Since there is a need, let's implement it. The usual practice is to write an application to grab a remote static resource and feed it back to the front end, which is a simple reverse proxy. However, it is tedious and inefficient to do so. In fact, we can directly proxy these static files through nginx.
nginx's proxy_pass supports filling in any address and dns parsing. So my idea is to convert the original url encryption into the website's own url. Like the one above
http://substack.net/images/browserify_logo.png
Can be encrypted into
764feebffb1d3f877e9e0d0fadcf29b85e8fe84ae4ce52f7dc4ca4b3e05bf1718177870a996fe5804a232fcae5b893ea ( There are many encryption and serialization algorithms on the web, but I won't go into them here )

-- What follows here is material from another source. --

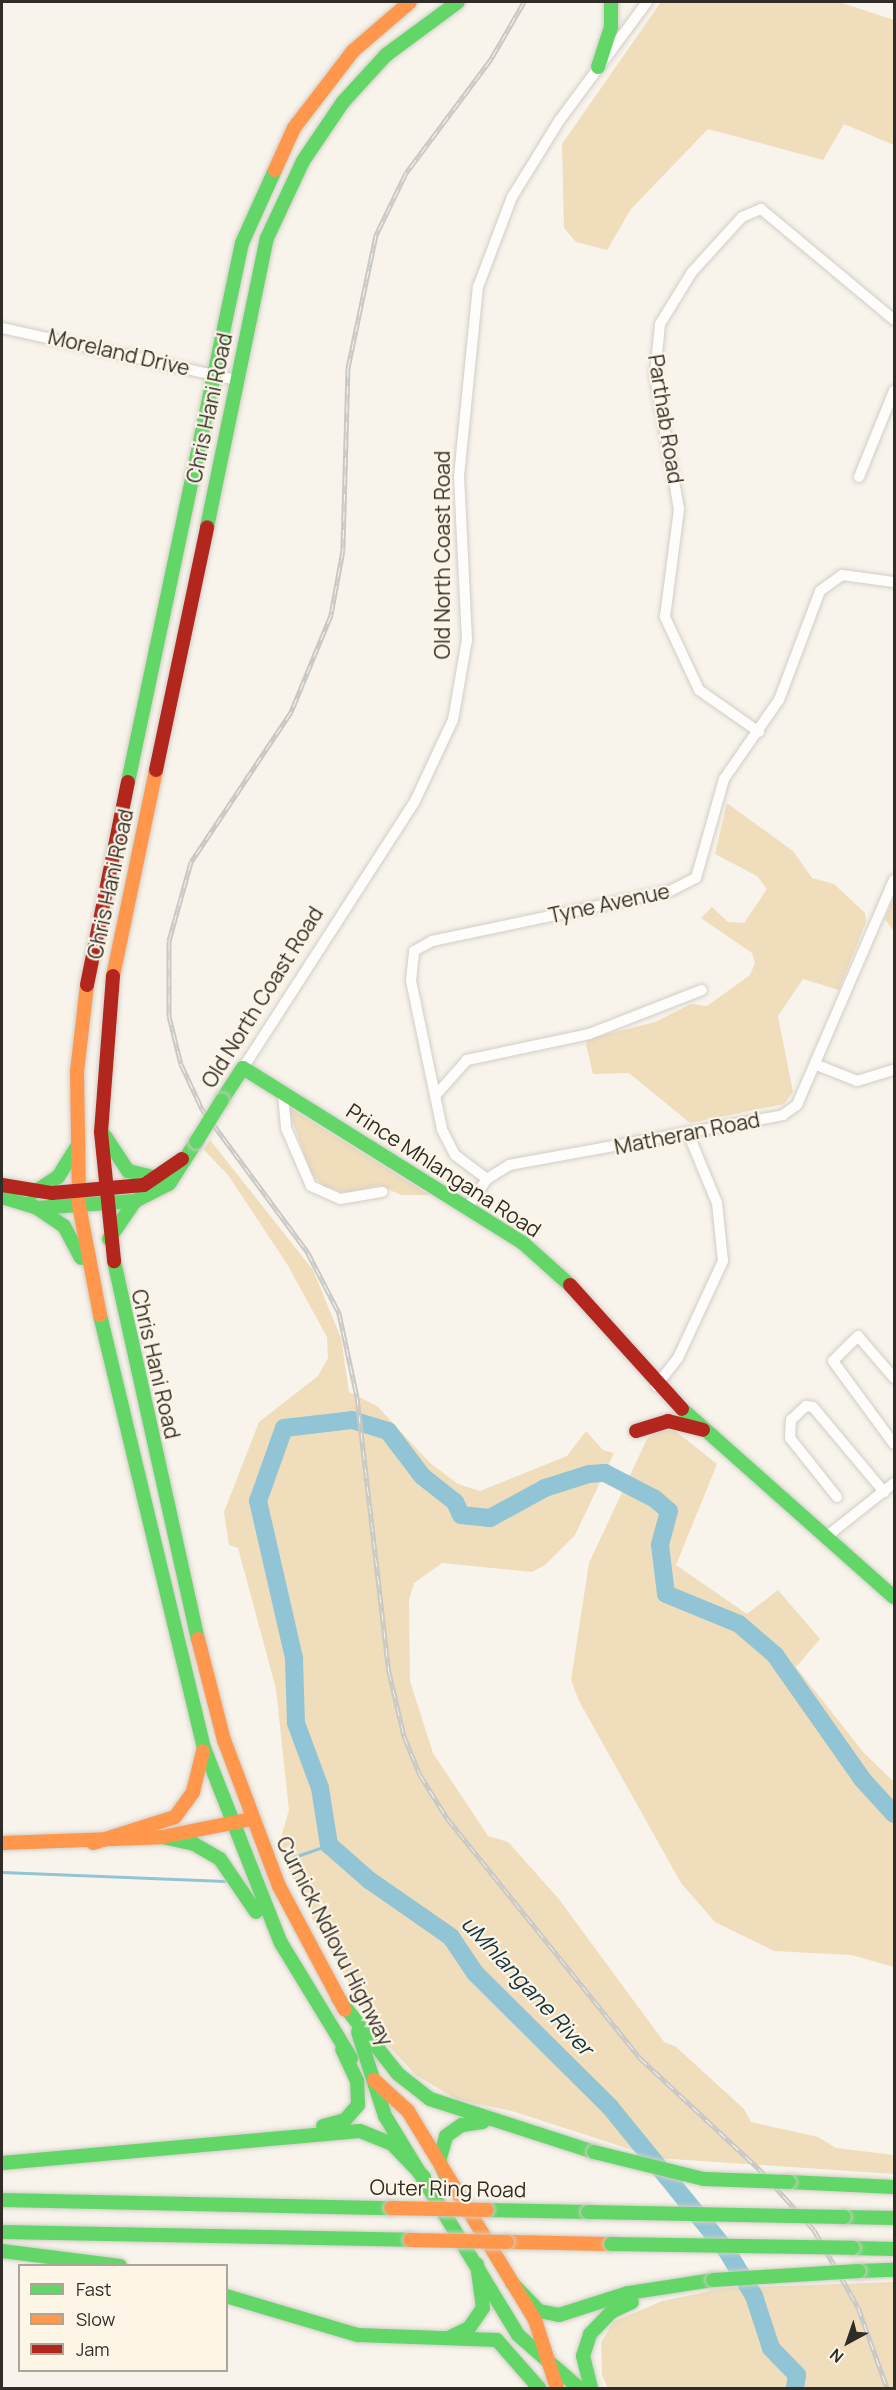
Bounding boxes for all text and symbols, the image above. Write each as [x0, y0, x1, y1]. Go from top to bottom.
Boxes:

And put it under our own domain name:
https://ssl.youdomain.com/camo/764feebffb1d3f877e9e0d0fadcf29b85e8fe84ae4ce52f7dc4ca4b3e05bf1718177870a996fe5804a232fcae5b893ea
The steps of decryption will be difficult to achieve with nginx, so when the user passes the above link request, the request will be passed to the decryption program. Here is an example of coffeescript version:
express = require 'express'
app = express()
app.get '/camo/:eurl', (req, res) ->
{eurl} = req.params
{camoSecret} = config # Here you use your own key
rawUrl = util.decrypt eurl, camoSecret
return res.status(403).end('INVALID URL') unless rawUrl
res.set 'X-Origin-Url', rawUrl
res.set 'X-Accel-Redirect', '/remote'
res.end()
app.listen 3000
Then write X-Accel-Redirect response header to do the internal jump, and the following steps are completed by nginx.

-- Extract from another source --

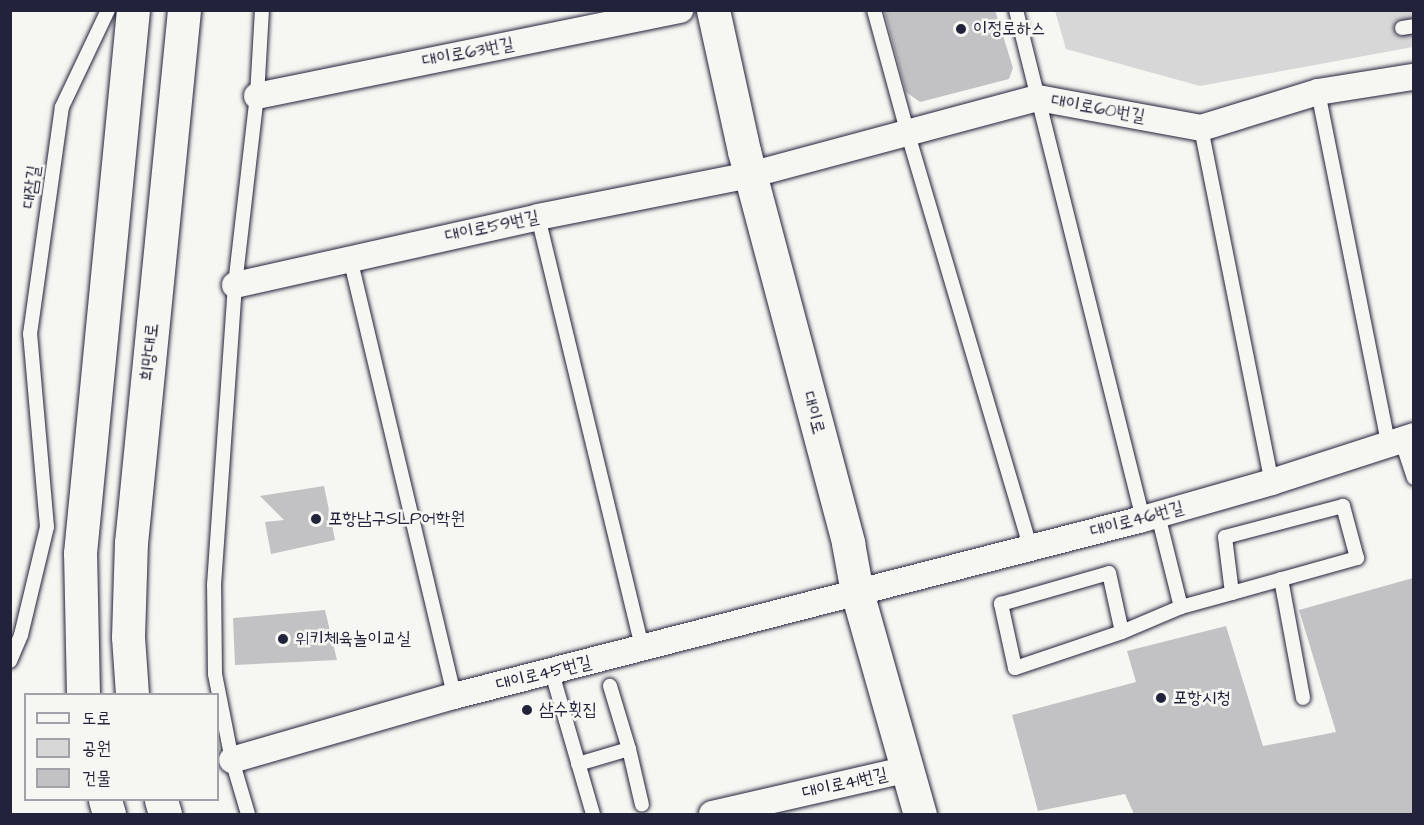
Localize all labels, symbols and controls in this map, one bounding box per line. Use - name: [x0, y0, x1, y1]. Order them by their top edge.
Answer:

Here is a complete example of the nginx configuration file:
server {
listen 80;
server_name ssl.youdomain.com;
location /camo/ {
proxy_pass http://localhost:3000;
proxy_set_header X-Real-IP $remote_addr;
proxy_set_header X-Forwarded-For $proxy_add_x_forwarded_for;
proxy_set_header Host $http_host;
proxy_set_header X-NginX-Proxy true;
proxy_http_version 1.1;
proxy_set_header Upgrade $http_upgrade;
proxy_set_header Connection "Upgrade";
proxy_redirect off;
break;
}
location /remote {
internal;
resolver 192.168.0.21; # Have to add dns Server address, otherwise nginx Unable to resolve domain name
set $origin_url $upstream_http_x_origin_url;
proxy_pass $origin_url;
add_header Host "file.local.com";
break;
}
}
The upstream module of nginx will save all the response headers with the prefix $upstream_http_ as a variable, so in the above example we put the original url in the X-Origin-Url response header, which becomes $upstream_http_x_origin_url variable in nginx, but it cannot be directly referenced in proxy_pass. Only set can be set to reference, which I don't understand very well, I hope some master can solve it.
That way, every time the user requests it
https://ssl.youdomain.com/camo/764feebffb1d3f877e9e0d0fadcf29b85e8fe84ae4ce52f7dc4ca4b3e05bf1718177870a996fe5804a232fcae5b893ea
When, nginx will grab it
http://substack.net/images/browserify_logo.png
Is returned to the user. We can also add varnish before nginx to cache the contents of static files. So it's even more like githubusercontent.